PROBLEM> Give an exact copy of every entry.

*** PROVIDED DATA

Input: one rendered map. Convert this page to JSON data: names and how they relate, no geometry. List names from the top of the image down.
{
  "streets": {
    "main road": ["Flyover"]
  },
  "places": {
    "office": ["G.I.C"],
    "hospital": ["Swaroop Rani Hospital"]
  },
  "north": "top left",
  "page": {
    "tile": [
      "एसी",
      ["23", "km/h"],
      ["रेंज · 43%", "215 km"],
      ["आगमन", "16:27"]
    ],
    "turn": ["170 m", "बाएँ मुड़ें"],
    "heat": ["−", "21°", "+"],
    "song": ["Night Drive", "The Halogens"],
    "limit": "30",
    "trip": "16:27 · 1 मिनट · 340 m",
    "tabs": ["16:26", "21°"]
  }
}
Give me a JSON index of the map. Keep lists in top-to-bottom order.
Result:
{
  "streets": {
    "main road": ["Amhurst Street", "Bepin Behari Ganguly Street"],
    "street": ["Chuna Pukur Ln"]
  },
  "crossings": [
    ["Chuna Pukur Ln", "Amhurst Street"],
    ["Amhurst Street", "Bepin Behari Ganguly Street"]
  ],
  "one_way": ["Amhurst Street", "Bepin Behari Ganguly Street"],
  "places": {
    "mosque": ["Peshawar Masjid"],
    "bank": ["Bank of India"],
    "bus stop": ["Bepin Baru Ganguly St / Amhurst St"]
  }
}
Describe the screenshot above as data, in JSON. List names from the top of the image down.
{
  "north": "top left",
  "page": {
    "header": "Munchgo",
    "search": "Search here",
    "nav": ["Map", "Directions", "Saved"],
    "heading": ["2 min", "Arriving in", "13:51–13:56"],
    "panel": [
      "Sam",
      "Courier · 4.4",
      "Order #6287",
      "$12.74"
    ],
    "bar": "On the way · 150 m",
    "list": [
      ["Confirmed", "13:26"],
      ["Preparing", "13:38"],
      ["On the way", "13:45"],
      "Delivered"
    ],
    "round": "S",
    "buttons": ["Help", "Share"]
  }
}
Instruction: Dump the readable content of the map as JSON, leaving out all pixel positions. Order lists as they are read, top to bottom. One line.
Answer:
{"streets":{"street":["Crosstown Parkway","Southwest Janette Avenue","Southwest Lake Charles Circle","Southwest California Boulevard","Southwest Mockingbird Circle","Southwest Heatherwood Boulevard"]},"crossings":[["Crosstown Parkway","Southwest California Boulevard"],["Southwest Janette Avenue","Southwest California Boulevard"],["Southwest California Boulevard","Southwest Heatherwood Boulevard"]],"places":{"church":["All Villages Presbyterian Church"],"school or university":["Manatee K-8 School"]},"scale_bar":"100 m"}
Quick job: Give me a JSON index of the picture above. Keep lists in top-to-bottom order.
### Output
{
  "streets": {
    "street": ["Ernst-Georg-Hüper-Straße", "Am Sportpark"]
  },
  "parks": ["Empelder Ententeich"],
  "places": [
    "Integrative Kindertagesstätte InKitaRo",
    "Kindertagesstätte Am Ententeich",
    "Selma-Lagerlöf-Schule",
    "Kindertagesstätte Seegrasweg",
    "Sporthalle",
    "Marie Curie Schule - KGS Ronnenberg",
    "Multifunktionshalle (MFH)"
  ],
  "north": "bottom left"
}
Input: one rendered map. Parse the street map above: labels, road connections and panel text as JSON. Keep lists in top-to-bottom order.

******

RESPONSE TO THE TASK>
Input: one rendered map. Convert this page to JSON data: names and how they relate, no geometry. List names from the top of the image down.
{
  "streets": {
    "main road": ["Flyover"]
  },
  "places": {
    "office": ["G.I.C"],
    "hospital": ["Swaroop Rani Hospital"]
  },
  "north": "top left",
  "page": {
    "tile": [
      "एसी",
      ["23", "km/h"],
      ["रेंज · 43%", "215 km"],
      ["आगमन", "16:27"]
    ],
    "turn": ["170 m", "बाएँ मुड़ें"],
    "heat": ["−", "21°", "+"],
    "song": ["Night Drive", "The Halogens"],
    "limit": "30",
    "trip": "16:27 · 1 मिनट · 340 m",
    "tabs": ["16:26", "21°"]
  }
}
Give me a JSON index of the map. Keep lists in top-to-bottom order.
Result:
{
  "streets": {
    "main road": ["Amhurst Street", "Bepin Behari Ganguly Street"],
    "street": ["Chuna Pukur Ln"]
  },
  "crossings": [
    ["Chuna Pukur Ln", "Amhurst Street"],
    ["Amhurst Street", "Bepin Behari Ganguly Street"]
  ],
  "one_way": ["Amhurst Street", "Bepin Behari Ganguly Street"],
  "places": {
    "mosque": ["Peshawar Masjid"],
    "bank": ["Bank of India"],
    "bus stop": ["Bepin Baru Ganguly St / Amhurst St"]
  }
}
Describe the screenshot above as data, in JSON. List names from the top of the image down.
{
  "north": "top left",
  "page": {
    "header": "Munchgo",
    "search": "Search here",
    "nav": ["Map", "Directions", "Saved"],
    "heading": ["2 min", "Arriving in", "13:51–13:56"],
    "panel": [
      "Sam",
      "Courier · 4.4",
      "Order #6287",
      "$12.74"
    ],
    "bar": "On the way · 150 m",
    "list": [
      ["Confirmed", "13:26"],
      ["Preparing", "13:38"],
      ["On the way", "13:45"],
      "Delivered"
    ],
    "round": "S",
    "buttons": ["Help", "Share"]
  }
}
Instruction: Dump the readable content of the map as JSON, leaving out all pixel positions. Order lists as they are read, top to bottom. One line.
Answer:
{"streets":{"street":["Crosstown Parkway","Southwest Janette Avenue","Southwest Lake Charles Circle","Southwest California Boulevard","Southwest Mockingbird Circle","Southwest Heatherwood Boulevard"]},"crossings":[["Crosstown Parkway","Southwest California Boulevard"],["Southwest Janette Avenue","Southwest California Boulevard"],["Southwest California Boulevard","Southwest Heatherwood Boulevard"]],"places":{"church":["All Villages Presbyterian Church"],"school or university":["Manatee K-8 School"]},"scale_bar":"100 m"}
Quick job: Give me a JSON index of the picture above. Keep lists in top-to-bottom order.
### Output
{
  "streets": {
    "street": ["Ernst-Georg-Hüper-Straße", "Am Sportpark"]
  },
  "parks": ["Empelder Ententeich"],
  "places": [
    "Integrative Kindertagesstätte InKitaRo",
    "Kindertagesstätte Am Ententeich",
    "Selma-Lagerlöf-Schule",
    "Kindertagesstätte Seegrasweg",
    "Sporthalle",
    "Marie Curie Schule - KGS Ronnenberg",
    "Multifunktionshalle (MFH)"
  ],
  "north": "bottom left"
}
Input: one rendered map. Parse the street map above: labels, road connections and panel text as JSON. Keep lists in top-to-bottom order.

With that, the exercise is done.